What the task asks = When you reach the line containing "const toPath = rows" in the records below, start copying exactly, and stop once you have copied the line containing "function label(font, color, halo, rows, align".

Records to use =
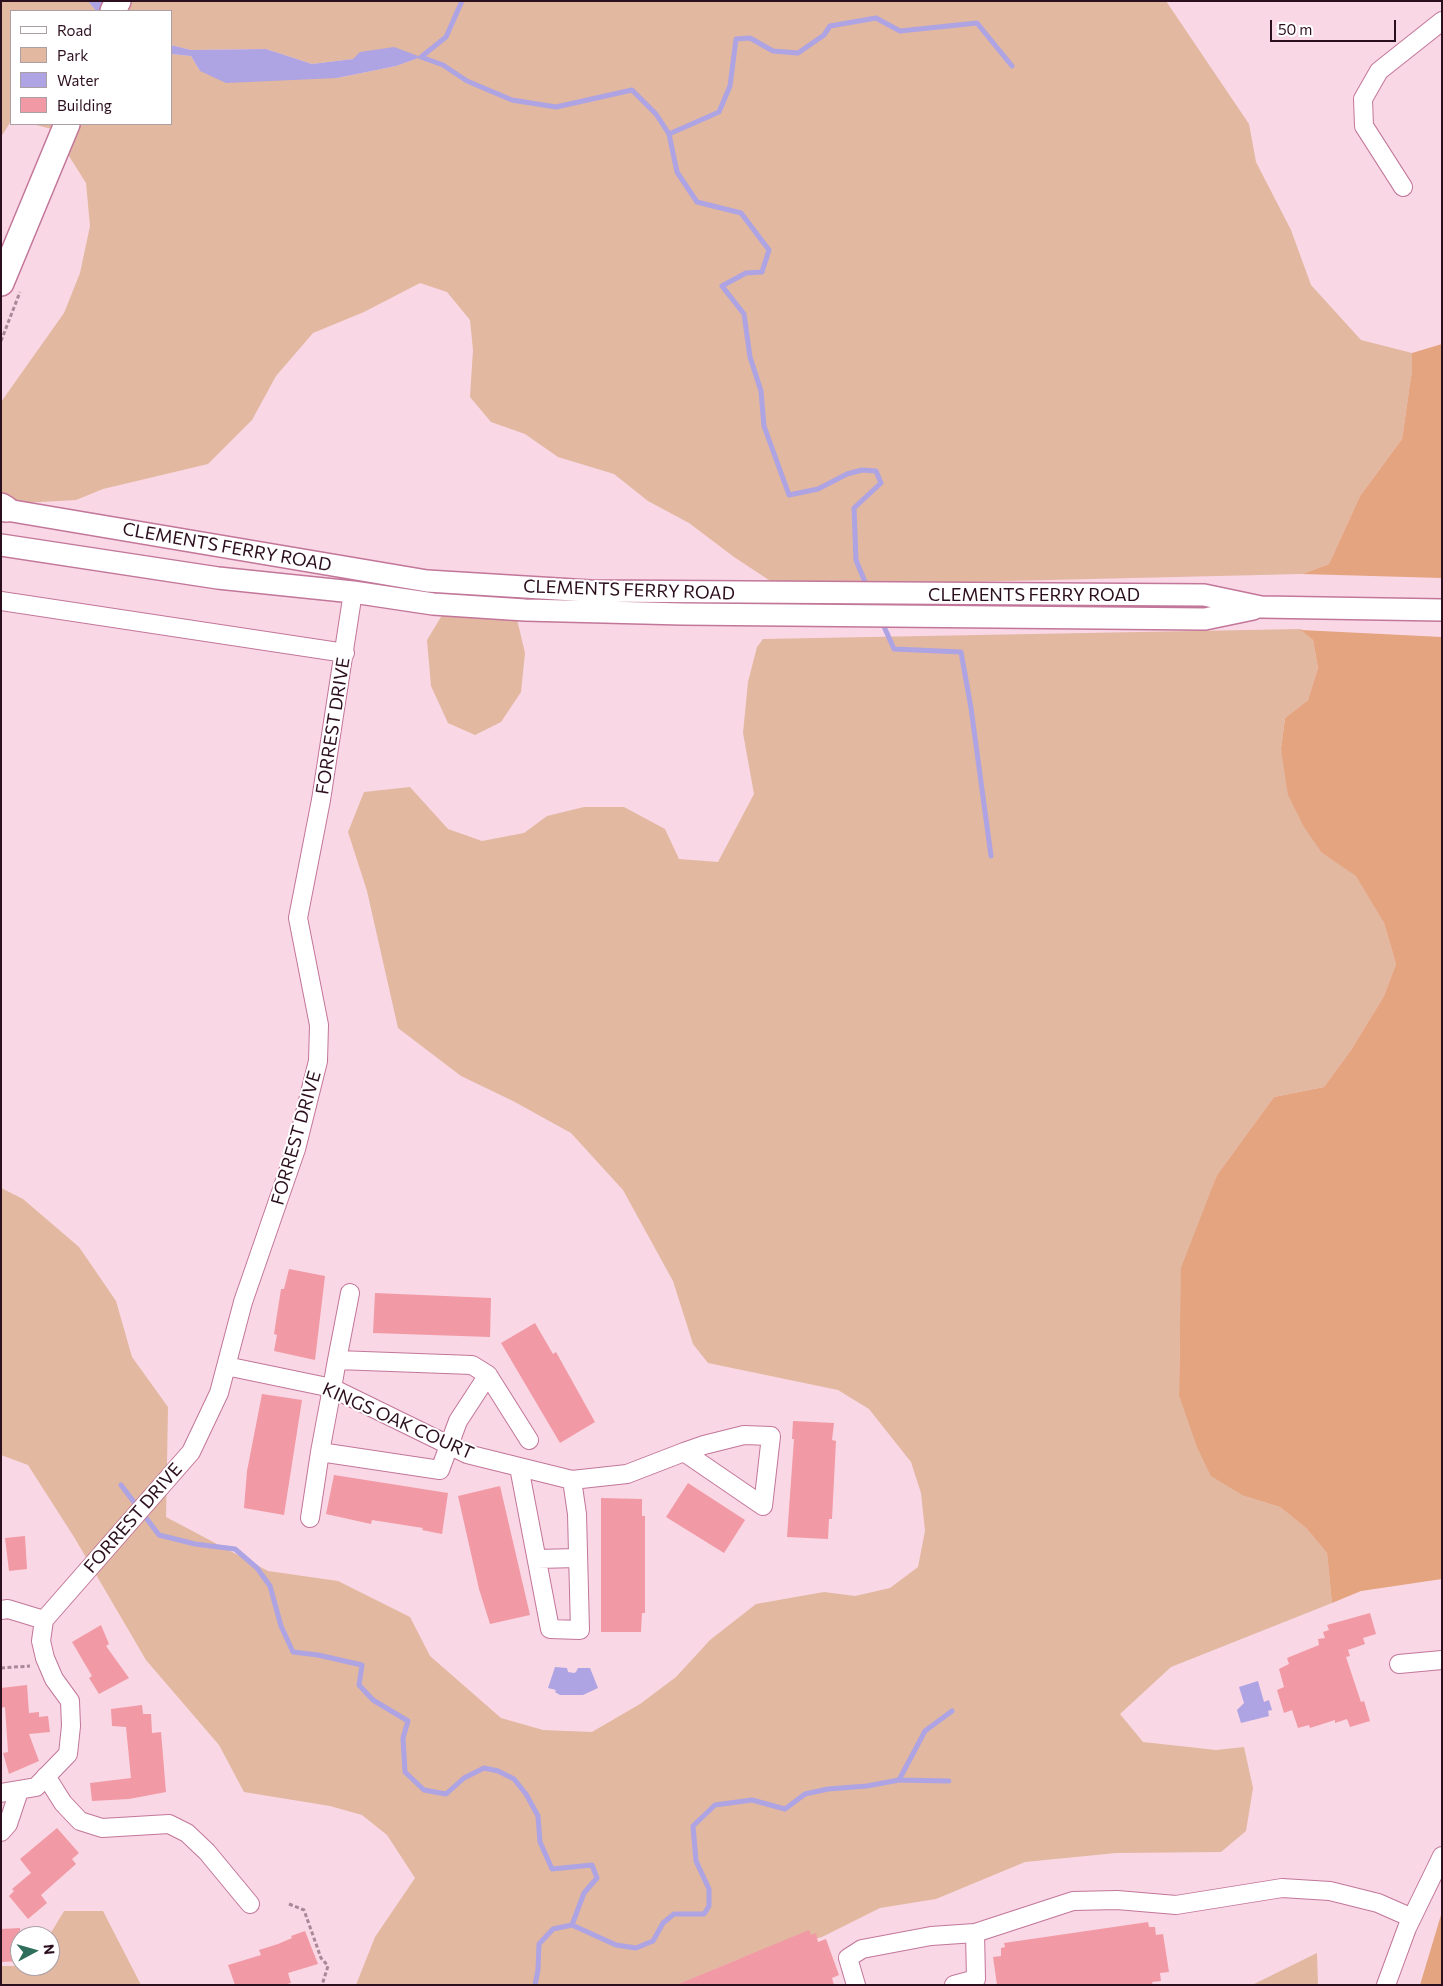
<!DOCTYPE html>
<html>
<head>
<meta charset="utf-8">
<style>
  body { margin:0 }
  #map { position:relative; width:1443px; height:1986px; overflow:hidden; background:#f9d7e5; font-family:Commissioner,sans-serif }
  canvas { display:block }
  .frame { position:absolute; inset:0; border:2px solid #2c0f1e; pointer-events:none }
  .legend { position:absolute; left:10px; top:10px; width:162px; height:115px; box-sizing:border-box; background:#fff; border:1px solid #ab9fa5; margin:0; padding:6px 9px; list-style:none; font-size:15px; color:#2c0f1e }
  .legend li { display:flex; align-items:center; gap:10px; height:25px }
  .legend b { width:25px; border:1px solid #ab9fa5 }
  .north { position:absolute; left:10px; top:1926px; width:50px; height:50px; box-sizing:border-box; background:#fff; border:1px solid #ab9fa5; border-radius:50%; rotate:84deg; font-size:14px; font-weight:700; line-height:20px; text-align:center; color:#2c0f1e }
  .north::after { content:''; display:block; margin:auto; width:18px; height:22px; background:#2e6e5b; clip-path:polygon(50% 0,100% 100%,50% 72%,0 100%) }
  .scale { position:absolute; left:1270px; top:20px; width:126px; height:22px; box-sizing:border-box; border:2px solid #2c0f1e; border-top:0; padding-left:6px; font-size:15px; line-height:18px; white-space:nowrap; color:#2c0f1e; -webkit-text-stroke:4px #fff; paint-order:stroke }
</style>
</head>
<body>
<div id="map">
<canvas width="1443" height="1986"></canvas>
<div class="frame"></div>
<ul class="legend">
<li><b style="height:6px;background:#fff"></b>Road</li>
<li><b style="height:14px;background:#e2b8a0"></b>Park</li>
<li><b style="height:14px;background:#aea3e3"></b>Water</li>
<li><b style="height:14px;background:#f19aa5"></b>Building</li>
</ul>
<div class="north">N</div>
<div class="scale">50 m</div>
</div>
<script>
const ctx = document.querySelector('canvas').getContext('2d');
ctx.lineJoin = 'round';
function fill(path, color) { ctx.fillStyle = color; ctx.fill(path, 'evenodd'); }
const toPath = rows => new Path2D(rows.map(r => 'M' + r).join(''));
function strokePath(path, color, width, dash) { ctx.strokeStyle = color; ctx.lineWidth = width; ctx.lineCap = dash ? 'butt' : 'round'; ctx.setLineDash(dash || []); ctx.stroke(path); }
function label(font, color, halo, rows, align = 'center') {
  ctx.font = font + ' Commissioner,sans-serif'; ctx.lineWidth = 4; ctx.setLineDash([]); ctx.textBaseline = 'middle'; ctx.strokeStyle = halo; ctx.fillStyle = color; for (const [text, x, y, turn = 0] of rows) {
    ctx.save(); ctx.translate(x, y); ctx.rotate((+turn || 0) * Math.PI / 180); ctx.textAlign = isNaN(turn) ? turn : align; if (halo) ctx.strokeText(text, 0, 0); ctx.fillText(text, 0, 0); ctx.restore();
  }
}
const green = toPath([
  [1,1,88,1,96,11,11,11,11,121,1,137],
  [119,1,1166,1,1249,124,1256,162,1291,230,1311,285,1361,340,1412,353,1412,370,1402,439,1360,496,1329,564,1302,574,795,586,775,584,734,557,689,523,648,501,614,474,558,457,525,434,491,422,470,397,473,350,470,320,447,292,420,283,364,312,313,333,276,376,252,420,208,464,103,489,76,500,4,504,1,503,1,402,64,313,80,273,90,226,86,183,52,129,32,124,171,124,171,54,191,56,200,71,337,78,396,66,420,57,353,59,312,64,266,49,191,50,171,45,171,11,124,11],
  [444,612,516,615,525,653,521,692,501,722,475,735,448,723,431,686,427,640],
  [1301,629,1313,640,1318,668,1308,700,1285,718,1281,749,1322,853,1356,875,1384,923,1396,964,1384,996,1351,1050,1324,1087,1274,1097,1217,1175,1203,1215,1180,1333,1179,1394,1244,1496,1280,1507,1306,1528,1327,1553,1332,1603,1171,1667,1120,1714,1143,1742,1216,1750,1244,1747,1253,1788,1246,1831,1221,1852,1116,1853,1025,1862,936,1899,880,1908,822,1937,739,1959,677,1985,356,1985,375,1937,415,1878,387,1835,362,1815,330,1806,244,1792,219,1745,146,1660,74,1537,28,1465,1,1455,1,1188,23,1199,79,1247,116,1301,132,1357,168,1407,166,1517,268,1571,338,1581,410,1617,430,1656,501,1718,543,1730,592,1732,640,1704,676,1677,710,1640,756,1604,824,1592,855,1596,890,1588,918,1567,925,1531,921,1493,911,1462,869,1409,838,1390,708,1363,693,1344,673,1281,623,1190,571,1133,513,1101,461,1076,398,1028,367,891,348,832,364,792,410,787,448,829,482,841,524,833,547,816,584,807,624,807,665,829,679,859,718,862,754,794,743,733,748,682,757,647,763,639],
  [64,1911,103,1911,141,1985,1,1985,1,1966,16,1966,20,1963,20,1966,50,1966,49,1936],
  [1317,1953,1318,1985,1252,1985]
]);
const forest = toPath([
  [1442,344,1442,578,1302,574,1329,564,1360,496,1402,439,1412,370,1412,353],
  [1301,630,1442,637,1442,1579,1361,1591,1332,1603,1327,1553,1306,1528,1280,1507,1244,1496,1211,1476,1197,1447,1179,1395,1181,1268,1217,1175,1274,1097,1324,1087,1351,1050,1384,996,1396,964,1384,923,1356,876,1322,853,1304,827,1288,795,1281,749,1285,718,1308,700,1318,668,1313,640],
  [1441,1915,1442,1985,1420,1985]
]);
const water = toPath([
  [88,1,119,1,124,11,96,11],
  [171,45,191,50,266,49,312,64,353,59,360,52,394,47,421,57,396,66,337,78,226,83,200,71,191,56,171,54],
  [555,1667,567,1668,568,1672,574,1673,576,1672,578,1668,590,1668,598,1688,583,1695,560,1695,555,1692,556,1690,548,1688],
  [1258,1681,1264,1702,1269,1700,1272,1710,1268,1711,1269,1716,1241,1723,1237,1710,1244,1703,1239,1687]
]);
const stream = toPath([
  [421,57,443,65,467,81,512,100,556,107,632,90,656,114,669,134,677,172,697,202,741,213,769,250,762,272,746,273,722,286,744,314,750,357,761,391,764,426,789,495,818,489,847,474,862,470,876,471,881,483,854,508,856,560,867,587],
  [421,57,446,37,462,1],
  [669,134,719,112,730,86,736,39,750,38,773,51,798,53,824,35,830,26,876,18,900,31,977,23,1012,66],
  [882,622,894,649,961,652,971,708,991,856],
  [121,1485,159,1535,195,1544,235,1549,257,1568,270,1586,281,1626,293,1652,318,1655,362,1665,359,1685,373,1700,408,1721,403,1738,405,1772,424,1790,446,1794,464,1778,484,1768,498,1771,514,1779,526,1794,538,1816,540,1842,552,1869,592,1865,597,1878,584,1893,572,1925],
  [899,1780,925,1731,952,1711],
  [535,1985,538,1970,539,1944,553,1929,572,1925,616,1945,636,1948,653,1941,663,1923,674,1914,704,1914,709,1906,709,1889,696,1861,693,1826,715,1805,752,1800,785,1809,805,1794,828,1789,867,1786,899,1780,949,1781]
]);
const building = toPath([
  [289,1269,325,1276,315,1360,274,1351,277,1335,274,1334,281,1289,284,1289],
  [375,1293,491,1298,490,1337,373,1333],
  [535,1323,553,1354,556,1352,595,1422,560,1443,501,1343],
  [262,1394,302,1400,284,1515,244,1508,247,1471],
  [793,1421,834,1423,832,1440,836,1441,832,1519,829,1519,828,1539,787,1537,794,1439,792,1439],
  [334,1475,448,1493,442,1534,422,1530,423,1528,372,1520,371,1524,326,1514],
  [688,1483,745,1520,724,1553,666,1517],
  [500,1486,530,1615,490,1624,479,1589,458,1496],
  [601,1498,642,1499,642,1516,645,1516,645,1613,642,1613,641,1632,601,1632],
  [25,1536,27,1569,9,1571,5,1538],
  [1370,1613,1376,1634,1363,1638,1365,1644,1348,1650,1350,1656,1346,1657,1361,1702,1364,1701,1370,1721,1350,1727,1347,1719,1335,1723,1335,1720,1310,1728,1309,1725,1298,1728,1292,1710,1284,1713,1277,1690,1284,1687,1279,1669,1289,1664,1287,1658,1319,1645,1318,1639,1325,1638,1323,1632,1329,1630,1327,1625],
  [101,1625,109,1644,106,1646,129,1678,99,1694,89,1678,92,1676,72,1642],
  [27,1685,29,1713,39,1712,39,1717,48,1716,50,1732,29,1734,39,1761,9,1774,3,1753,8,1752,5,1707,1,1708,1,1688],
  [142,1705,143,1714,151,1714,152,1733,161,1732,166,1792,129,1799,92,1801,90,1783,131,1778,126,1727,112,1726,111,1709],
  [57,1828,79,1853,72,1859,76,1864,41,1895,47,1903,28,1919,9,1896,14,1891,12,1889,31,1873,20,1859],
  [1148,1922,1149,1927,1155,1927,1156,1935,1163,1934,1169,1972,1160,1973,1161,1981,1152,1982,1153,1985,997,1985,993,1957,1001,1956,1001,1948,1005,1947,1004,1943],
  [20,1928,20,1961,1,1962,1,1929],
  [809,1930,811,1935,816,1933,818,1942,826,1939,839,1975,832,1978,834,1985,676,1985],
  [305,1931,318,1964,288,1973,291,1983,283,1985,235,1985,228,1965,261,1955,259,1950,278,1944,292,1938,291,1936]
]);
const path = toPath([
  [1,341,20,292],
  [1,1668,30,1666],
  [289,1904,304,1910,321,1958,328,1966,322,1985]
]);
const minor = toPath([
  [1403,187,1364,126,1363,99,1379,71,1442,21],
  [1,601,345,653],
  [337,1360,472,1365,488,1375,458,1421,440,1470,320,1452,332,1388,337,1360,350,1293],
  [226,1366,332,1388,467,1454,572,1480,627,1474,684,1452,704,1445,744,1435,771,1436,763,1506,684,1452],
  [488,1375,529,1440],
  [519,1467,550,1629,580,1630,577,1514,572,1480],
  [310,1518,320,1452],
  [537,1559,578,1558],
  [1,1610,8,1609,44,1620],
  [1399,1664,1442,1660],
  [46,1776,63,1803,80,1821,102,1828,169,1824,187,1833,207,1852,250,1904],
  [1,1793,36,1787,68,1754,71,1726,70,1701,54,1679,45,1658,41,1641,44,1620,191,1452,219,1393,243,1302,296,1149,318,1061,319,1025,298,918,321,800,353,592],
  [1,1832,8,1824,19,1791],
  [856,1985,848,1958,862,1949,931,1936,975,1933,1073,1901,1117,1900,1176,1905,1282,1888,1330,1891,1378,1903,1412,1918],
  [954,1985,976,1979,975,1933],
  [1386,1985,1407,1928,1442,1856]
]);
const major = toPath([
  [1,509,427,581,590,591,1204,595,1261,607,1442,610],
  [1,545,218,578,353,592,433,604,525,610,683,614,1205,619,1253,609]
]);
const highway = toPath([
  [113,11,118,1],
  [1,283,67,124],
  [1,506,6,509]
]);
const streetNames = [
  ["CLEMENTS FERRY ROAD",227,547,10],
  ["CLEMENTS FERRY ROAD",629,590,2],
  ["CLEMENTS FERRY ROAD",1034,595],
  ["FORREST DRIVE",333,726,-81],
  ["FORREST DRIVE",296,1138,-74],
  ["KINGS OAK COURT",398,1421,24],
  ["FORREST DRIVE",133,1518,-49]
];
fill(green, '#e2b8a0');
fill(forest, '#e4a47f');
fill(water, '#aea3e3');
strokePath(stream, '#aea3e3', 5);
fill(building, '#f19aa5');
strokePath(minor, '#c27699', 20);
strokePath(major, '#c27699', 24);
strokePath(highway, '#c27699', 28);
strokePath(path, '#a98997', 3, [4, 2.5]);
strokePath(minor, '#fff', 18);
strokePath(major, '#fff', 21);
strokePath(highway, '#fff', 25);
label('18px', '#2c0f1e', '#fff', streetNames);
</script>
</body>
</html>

Solution =
const toPath = rows => new Path2D(rows.map(r => 'M' + r).join(''));
function strokePath(path, color, width, dash) { ctx.strokeStyle = color; ctx.lineWidth = width; ctx.lineCap = dash ? 'butt' : 'round'; ctx.setLineDash(dash || []); ctx.stroke(path); }
function label(font, color, halo, rows, align = 'center') {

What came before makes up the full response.